Korea: Bank of Korea holds base rate at 1.50% in December pending potential U.S. Fed move
December 10, 2015
At its 10 December monetary policy meeting, the Bank of Korea (BoK) held its base rate at a record-low 1.50%. The decision met market expectations and marks the sixth consecutive meeting in which the rate was kept on hold. An improving economic outlook and the looming Fed interest rate hike deterred the Bank from making a move.
In its accompanying statement, the BoK stated that while the U.S. economy continues to enjoy a sustained recovery and European economies make modest improvements, growth in China and other emerging markets is slowing. The Bank expects that, going forward, global growth will center in advanced economies, particularly the United States. However, the global economy may be affected by volatility in international financial markets, a potential increase in U.S. interest rates and persistently-weak emerging market growth.
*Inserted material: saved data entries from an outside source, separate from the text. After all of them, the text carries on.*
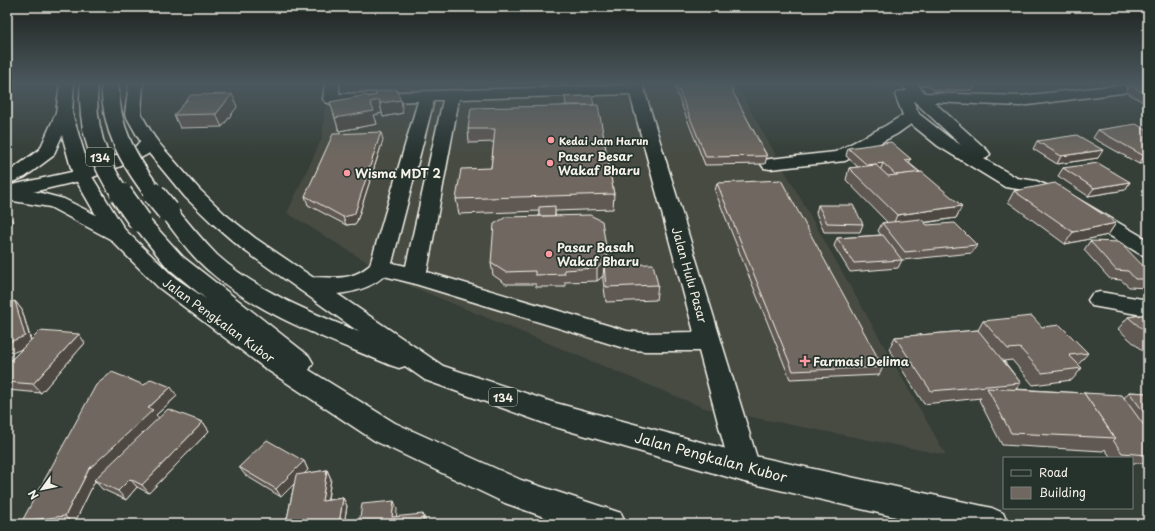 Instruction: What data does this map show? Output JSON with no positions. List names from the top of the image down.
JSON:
{
  "streets": {
    "main road": ["134", "Jalan Hulu Pasar", "Jalan Pengkalan Kubor"]
  },
  "crossings": [
    ["Jalan Hulu Pasar", "Jalan Pengkalan Kubor"]
  ],
  "places": {
    "other": [
      "Kedai Jam Harun",
      "Pasar Besar Wakaf Bharu",
      "Wisma MDT 2",
      "Pasar Basah Wakaf Bharu"
    ],
    "health": ["Farmasi Delima"]
  },
  "legend": ["Road", "Building"],
  "north": "bottom left"
}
On the domestic front, the Bank pointed out that domestic demand has continued to recover, particularly private consumption. However, exports are still stuck in a downward trend and the improvement in consumer and business confidence has been inadequate. The Bank projects that the domestic economy will continue to recover on strong demand dynamics, but uncertainty regarding overall growth is high due to unfavorable external conditions.
Regarding price developments, the BoK stated that inflation increased from 0.9% in October to 1.0% in November. Core inflation, which excludes agriculture and petroleum prices, rose from 2.3% to 2.4% in November. The Bank expects that low oil prices will keep inflation muted going forward. The Bank also noted that the Korean won has depreciated as the likelihood of an interest rate hike in the U.S. has been increasing.
Finally, the Bank emphasized its commitment to balancing economic recovery with price and financial stability. Going forward, the Bank will closely monitor household debt trends and external risk factors. The next monetary policy meeting is scheduled for 14 January.